Iklan


 

NETIZEN REPORT : MENYOAL KORUPSI BERJAMAAH DI PARLEMEN DAERAH

Minggu, 08 Oktober 2017 | 01:20 WIB Last Updated 2017-10-07T17:21:09Z

Ilustrasi
POLEWALITERKINI.NET – Dugaan korupsi berjamaah yang dilakukan pimpinan DPRD (Dewan Perwakilan Rakyat Daerah) Sulawesi Barat (Sulbar) adalah pemberitaan yang begitu hangat memenuhi beranda koran-koran lokal hari-hari terakhir.

Banyak pihak yang merasa tergelitik sebab tindakan manipulasi tersebut secara matematis jumlahnya tidak sedikit dan melibatkan petinggi-petinggi parlemen secara massal. Terlebih bila kita membaca secara seksama peristiwa korupsi di salah satu provinsi termuda ini, rupanya kasus ini adalah fenomena korupsi yang paling mencegangkan dan mengejutkan publik Sulbar.

Indikasi kuat bahwa para dewan yang terhormat itu ditengarai melakukan penyelewengan Anggaran Pendapatan Belanja Daerah (APBD) dibeberkan oleh Kepala Kajati Sulsebar, Jan S Maringka saat jumpa pers, Rabu (4/10/2017) yang menetapkan 4 unsur pimpinan DPRD Sulbar sebagai tersangka, dimana mereka adalah unsur pimpinan yang paling bertanggungjawab dalam dalam kasus dugaan penyimpangan APBD Sulbar (TribunMakassar.com).

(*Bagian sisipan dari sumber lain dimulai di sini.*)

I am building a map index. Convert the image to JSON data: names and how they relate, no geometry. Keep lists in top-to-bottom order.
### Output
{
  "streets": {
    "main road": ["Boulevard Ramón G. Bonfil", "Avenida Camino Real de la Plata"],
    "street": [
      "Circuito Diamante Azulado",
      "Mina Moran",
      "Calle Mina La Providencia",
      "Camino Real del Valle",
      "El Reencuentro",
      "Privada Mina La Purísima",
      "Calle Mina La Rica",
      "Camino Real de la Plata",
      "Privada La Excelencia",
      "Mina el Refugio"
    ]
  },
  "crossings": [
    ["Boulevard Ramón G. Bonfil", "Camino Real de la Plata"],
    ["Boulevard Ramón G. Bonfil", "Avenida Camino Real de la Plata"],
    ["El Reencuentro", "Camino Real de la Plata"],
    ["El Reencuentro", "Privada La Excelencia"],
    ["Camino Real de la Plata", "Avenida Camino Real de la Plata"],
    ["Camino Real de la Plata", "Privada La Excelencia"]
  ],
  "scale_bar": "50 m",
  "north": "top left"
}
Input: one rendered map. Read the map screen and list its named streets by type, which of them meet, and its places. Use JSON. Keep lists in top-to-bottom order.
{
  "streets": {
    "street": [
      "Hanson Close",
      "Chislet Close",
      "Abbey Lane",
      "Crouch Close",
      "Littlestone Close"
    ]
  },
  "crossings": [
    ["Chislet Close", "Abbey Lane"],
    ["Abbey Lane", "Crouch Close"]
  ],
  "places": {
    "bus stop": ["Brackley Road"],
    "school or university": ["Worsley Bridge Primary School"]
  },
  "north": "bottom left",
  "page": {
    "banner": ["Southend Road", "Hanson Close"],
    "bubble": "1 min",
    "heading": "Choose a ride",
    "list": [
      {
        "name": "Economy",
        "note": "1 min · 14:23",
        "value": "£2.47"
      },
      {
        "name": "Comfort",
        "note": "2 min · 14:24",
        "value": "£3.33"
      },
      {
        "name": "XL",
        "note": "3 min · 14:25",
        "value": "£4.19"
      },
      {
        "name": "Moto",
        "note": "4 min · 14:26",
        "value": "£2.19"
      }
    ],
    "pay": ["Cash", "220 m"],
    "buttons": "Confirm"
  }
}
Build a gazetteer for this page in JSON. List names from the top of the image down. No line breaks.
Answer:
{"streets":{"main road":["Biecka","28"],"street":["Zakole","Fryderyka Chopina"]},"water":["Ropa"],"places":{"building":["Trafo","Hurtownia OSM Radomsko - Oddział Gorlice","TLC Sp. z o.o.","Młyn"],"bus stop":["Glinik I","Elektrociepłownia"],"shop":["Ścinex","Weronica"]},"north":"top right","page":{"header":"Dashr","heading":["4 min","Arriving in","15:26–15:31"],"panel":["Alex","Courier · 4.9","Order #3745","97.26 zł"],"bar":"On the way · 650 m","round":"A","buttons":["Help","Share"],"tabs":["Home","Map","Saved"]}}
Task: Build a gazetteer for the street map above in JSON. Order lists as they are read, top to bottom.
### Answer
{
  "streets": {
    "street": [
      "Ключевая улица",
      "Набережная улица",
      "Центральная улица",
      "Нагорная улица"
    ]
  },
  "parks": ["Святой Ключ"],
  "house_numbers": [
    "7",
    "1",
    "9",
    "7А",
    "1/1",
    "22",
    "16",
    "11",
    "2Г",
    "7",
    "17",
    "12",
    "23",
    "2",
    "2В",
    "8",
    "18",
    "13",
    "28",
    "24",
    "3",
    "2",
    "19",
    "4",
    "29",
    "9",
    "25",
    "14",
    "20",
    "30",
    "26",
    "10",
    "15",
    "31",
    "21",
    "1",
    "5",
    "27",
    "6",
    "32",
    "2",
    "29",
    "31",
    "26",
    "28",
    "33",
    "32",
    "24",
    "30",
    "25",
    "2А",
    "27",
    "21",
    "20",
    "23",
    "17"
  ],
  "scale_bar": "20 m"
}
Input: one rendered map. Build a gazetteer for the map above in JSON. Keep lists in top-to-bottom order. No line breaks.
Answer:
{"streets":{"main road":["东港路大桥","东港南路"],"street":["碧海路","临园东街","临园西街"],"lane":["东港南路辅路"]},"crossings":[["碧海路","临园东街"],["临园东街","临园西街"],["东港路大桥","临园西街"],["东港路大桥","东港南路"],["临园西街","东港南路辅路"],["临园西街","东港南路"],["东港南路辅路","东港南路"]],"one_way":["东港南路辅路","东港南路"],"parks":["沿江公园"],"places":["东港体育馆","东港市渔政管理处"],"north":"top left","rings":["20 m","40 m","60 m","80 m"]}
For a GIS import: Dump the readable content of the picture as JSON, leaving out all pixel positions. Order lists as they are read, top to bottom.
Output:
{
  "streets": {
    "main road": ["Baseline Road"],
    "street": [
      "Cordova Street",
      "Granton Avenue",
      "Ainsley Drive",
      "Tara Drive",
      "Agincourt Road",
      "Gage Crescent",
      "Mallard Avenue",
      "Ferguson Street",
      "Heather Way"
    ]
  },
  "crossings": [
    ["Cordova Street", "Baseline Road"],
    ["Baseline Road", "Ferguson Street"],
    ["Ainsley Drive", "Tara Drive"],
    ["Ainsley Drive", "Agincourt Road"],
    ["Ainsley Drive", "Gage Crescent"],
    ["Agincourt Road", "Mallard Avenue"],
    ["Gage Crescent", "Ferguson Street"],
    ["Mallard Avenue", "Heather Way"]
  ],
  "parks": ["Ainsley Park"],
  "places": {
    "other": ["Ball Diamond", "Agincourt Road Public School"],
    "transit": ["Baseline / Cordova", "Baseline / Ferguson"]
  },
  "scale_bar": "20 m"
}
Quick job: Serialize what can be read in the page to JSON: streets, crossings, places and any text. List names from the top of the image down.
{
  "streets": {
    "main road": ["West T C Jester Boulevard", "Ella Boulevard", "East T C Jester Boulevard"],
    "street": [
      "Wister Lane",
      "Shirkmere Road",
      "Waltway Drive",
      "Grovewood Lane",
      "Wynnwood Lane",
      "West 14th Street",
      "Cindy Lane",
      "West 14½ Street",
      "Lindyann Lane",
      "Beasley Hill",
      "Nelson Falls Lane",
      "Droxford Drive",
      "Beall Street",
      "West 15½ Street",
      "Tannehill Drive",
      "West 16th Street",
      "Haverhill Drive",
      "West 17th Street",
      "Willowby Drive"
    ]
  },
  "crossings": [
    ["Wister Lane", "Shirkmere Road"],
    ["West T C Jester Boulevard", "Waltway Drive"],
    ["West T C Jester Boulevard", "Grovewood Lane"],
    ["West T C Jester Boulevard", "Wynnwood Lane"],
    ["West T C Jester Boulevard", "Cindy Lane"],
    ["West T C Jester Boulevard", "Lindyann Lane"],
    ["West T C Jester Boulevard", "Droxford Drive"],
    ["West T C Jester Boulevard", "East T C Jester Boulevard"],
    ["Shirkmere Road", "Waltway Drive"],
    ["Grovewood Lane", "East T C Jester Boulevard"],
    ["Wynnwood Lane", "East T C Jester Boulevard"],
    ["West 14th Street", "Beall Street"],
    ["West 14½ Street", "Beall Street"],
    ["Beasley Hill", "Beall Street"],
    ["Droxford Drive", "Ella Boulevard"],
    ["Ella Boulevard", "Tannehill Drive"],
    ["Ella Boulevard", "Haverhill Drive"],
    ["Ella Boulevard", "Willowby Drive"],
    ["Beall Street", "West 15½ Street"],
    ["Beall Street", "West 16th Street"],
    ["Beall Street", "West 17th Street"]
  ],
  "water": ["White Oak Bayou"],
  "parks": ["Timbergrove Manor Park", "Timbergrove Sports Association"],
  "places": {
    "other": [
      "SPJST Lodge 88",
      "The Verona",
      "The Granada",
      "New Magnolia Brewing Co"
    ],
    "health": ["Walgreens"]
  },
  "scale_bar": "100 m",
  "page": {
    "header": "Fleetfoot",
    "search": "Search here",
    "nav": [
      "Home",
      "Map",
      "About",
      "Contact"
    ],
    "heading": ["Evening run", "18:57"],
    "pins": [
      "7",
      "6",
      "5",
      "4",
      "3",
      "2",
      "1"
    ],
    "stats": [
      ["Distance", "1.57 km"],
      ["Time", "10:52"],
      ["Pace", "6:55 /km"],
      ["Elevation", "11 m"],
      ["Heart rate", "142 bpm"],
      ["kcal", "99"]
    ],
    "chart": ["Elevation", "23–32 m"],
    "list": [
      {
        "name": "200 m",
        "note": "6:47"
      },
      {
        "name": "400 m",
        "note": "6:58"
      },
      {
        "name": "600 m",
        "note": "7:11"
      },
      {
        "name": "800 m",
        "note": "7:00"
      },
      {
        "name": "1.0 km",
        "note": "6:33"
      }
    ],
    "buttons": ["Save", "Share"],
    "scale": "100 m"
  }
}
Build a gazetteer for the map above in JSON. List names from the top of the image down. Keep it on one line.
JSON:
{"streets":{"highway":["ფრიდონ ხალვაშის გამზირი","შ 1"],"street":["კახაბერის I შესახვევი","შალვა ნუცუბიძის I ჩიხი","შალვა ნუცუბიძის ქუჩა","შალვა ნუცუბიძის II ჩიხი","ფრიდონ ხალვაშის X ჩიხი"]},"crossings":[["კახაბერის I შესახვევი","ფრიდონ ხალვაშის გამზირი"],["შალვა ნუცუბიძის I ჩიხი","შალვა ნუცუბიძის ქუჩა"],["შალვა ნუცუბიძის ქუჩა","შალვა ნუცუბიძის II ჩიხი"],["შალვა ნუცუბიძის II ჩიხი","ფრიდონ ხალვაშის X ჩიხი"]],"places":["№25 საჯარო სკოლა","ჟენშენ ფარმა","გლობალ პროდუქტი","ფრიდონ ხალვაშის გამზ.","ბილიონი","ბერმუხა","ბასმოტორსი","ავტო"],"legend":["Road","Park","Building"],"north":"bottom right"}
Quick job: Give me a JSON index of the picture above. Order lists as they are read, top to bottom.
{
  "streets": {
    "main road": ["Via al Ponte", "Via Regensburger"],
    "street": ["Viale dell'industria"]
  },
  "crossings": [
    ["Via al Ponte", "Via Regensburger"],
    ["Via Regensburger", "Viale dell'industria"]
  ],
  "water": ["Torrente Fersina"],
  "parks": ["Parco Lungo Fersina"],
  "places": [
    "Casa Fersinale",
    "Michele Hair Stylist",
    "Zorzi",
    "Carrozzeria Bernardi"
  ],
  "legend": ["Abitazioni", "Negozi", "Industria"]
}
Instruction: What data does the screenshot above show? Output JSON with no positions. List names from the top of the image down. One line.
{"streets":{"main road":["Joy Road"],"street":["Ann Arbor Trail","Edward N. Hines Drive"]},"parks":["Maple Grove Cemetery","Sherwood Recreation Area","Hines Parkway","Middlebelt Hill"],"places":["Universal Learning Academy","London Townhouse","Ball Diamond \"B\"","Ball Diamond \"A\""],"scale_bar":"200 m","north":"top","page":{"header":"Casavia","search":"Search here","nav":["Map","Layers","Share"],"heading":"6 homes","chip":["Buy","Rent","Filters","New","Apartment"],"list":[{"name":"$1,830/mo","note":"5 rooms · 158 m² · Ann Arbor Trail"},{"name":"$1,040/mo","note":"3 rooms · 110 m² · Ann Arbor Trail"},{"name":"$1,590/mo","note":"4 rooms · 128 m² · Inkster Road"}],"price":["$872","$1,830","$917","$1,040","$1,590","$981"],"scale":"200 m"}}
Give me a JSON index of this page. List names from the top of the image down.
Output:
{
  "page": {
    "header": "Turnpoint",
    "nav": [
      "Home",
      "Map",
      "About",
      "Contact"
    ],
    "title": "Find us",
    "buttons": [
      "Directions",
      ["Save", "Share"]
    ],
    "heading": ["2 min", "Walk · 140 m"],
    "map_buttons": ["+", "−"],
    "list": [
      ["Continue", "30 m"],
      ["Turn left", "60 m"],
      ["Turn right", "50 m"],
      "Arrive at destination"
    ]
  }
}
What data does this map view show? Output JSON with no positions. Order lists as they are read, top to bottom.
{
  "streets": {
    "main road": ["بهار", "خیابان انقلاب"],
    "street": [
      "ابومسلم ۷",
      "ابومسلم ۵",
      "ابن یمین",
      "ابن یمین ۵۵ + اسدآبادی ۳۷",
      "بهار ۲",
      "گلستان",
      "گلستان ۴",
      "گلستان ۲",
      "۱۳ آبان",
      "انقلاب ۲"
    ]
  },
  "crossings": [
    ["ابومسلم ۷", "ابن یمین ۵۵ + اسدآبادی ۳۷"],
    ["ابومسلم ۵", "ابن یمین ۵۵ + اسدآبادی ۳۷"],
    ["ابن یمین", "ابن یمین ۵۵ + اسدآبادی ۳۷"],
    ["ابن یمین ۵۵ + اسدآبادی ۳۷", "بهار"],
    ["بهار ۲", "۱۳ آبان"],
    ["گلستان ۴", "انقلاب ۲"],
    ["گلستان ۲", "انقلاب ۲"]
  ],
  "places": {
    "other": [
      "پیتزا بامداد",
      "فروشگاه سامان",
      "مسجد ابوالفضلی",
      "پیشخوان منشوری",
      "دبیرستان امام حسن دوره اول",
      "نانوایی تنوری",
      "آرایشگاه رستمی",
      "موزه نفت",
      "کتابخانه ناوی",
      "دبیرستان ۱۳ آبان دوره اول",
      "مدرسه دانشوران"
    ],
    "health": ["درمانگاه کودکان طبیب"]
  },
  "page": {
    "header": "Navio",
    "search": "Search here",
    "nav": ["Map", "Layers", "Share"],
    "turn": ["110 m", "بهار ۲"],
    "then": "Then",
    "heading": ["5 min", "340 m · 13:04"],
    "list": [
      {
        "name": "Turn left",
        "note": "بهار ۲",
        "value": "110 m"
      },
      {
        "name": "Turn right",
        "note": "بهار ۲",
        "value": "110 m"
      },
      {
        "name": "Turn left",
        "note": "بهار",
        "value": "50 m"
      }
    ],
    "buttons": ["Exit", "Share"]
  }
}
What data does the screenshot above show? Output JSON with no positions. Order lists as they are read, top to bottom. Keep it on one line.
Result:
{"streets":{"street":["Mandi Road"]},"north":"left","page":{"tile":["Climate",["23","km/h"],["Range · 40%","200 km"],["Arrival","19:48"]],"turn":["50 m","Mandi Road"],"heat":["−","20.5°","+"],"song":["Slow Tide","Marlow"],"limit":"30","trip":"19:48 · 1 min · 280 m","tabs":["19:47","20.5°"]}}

Melihat gejala ini, tentu kita perlu mengawal dan menghargai proses hukum yang sedang berlangsung serta berharap kepada penegak hukum agar benar-benar menjalankan tanggung jawabnya secara profesional.

Sebab, kasus ini tentu saja beririsan dengan dinamika percaturan para elit politik di daerah. Dimana kendati pun semua mata lebih banyak tertuju pada keterlibatan anggota DPR, tetapi tidak menutup kemungkinan adanya kolusi (Persekongkolan) antara legislatif dan eksekutif. Apalagi kita demikian mafhum bahwasanya sudah menjadi rahasia umum di republik ini, sering kali pemberantasan korupsi di tingkat elit masih dilakukan secara tebang pilih.

Mengapa eksekutif ikut terseret? Kita memahami bahwa secara prosedural rambu-rambu yang mengatur roda perputaran kebijakan keuangan daerah tidak hanya diusulkan dan dilakukan oleh para legislator (anggota dewan), tetapi juga pos-pos pengesahan dan penganggarannya pasti melalui jalur pintu masuk para pengambil keputusan di tingkat eksekutif. Artinya, secara administratif segala usulan-usulan anggaran pembelanjaan daerah, tentu saja diketahui oleh pejabat pemerintah setempat.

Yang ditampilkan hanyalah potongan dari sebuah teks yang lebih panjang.